Extracted records
--------

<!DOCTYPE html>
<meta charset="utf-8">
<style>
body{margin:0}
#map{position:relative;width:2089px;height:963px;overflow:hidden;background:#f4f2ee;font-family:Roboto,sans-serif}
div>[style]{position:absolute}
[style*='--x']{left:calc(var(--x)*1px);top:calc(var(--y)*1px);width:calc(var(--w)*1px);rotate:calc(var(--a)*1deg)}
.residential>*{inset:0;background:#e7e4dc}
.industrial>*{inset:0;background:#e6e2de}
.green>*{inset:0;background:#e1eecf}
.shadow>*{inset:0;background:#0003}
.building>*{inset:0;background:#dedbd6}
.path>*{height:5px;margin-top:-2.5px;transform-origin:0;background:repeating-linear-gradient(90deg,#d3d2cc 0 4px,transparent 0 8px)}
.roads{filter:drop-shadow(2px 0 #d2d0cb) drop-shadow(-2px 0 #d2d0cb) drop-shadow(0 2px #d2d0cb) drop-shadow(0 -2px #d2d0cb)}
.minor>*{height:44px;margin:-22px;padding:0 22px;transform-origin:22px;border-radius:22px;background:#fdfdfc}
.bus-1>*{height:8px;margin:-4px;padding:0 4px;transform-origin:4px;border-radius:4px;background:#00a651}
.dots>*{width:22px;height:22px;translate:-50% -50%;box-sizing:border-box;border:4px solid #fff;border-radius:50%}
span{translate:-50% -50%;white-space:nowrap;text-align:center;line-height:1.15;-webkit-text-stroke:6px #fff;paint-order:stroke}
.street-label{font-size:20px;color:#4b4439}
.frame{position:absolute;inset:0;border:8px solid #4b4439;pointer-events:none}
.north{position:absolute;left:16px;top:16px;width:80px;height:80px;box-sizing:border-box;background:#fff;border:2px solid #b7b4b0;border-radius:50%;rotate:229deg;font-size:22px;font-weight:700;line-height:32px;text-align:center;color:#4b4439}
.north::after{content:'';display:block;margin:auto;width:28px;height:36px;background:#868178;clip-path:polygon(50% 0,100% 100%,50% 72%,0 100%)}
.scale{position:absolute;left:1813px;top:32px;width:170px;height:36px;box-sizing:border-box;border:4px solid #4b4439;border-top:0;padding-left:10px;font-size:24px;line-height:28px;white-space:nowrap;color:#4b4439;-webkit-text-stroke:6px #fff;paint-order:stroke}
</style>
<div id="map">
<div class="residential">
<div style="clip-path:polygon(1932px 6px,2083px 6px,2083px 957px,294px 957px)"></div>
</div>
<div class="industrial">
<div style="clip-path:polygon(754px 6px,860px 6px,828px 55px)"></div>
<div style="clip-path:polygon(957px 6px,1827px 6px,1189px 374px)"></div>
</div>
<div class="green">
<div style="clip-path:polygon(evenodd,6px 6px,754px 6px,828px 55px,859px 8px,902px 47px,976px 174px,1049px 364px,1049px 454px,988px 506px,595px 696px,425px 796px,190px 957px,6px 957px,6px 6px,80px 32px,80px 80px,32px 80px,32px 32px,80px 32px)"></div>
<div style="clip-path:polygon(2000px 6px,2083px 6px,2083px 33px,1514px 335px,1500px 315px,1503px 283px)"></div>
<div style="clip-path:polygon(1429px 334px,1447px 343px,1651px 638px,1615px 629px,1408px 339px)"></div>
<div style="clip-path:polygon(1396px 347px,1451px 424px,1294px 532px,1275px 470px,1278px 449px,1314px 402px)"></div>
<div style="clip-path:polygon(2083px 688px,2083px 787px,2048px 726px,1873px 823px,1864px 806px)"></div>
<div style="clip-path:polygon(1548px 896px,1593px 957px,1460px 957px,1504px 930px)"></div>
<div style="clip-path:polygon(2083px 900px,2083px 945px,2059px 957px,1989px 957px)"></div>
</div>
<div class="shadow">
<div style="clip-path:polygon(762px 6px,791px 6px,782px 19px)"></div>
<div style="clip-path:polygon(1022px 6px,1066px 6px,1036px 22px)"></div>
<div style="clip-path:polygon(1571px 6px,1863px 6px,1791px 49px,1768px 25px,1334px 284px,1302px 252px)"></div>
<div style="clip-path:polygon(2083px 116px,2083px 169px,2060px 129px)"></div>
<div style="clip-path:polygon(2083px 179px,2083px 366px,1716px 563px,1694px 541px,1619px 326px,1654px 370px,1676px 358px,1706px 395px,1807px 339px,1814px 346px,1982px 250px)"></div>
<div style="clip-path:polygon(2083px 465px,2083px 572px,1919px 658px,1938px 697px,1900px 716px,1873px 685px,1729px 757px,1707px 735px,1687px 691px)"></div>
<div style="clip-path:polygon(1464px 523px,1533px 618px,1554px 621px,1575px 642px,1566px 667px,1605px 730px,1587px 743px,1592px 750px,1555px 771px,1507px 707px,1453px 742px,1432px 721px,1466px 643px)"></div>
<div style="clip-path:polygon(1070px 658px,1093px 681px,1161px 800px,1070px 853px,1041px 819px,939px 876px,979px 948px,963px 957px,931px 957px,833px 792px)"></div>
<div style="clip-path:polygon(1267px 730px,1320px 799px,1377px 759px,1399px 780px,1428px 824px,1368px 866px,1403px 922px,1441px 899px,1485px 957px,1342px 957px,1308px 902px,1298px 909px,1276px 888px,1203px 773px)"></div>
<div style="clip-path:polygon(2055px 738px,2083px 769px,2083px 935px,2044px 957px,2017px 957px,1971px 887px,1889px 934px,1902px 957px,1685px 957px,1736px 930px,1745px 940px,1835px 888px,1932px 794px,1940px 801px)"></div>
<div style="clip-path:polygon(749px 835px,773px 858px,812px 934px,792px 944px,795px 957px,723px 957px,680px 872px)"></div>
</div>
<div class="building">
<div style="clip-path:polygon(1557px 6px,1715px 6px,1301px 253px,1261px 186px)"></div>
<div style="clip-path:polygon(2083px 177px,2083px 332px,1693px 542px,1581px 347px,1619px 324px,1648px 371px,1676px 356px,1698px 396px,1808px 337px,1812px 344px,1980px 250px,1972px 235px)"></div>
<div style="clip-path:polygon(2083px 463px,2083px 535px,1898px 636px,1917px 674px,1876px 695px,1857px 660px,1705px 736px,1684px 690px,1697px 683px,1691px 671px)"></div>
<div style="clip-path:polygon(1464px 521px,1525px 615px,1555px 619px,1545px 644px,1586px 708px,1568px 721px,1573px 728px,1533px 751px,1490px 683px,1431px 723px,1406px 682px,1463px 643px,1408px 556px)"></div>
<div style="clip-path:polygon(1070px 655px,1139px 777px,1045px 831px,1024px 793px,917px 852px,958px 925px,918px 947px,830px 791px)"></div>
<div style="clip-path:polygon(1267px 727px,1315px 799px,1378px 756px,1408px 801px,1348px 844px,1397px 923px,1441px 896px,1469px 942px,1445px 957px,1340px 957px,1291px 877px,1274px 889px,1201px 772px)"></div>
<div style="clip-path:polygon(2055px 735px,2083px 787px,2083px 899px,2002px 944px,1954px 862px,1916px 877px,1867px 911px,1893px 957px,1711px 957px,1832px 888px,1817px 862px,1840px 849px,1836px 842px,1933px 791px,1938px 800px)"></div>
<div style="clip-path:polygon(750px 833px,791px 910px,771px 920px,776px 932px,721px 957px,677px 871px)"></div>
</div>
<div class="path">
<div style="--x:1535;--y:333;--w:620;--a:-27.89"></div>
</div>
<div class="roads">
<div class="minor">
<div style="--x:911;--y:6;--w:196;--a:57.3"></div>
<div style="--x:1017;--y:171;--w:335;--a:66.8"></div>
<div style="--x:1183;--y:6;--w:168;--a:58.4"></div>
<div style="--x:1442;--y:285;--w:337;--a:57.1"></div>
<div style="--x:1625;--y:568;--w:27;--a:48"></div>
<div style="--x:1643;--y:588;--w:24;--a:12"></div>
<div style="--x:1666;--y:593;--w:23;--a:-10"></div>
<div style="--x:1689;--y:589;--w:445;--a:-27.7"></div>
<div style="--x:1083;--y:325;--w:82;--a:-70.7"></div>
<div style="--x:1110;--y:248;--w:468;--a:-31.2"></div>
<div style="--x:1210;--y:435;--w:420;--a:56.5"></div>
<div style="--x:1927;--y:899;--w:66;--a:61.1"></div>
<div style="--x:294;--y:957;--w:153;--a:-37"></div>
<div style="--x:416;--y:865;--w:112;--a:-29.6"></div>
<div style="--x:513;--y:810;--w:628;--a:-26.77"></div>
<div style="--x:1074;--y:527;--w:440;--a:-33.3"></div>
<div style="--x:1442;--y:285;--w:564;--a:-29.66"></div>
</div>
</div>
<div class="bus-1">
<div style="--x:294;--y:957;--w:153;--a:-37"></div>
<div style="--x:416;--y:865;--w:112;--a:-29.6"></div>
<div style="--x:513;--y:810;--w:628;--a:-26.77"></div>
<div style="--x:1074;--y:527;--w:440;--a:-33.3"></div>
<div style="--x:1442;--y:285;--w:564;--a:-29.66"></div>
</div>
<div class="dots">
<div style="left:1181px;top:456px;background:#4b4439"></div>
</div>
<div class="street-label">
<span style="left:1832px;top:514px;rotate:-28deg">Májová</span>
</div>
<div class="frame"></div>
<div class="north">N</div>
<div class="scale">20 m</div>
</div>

--------

What the task asks:
Check each line of the data above, and please copy the ones in which the string "shadow" occurs.

Response area:
.shadow>*{inset:0;background:#0003}
.roads{filter:drop-shadow(2px 0 #d2d0cb) drop-shadow(-2px 0 #d2d0cb) drop-shadow(0 2px #d2d0cb) drop-shadow(0 -2px #d2d0cb)}
<div class="shadow">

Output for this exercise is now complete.